Take the records below and write them out again exactly.

※ ※ ※

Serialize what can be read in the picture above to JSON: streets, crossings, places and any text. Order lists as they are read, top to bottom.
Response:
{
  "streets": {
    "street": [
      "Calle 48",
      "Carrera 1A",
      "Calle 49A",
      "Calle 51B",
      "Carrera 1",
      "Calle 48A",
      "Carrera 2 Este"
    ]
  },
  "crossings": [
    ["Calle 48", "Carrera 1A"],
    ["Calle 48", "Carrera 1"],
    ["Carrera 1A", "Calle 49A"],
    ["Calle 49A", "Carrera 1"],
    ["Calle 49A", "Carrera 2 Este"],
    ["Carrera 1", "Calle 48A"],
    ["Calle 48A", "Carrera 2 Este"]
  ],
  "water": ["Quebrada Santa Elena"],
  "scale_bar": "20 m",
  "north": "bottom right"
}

※ ※ ※

- [The completed task]
Serialize what can be read in the picture above to JSON: streets, crossings, places and any text. Order lists as they are read, top to bottom.
Response:
{
  "streets": {
    "street": [
      "Calle 48",
      "Carrera 1A",
      "Calle 49A",
      "Calle 51B",
      "Carrera 1",
      "Calle 48A",
      "Carrera 2 Este"
    ]
  },
  "crossings": [
    ["Calle 48", "Carrera 1A"],
    ["Calle 48", "Carrera 1"],
    ["Carrera 1A", "Calle 49A"],
    ["Calle 49A", "Carrera 1"],
    ["Calle 49A", "Carrera 2 Este"],
    ["Carrera 1", "Calle 48A"],
    ["Calle 48A", "Carrera 2 Este"]
  ],
  "water": ["Quebrada Santa Elena"],
  "scale_bar": "20 m",
  "north": "bottom right"
}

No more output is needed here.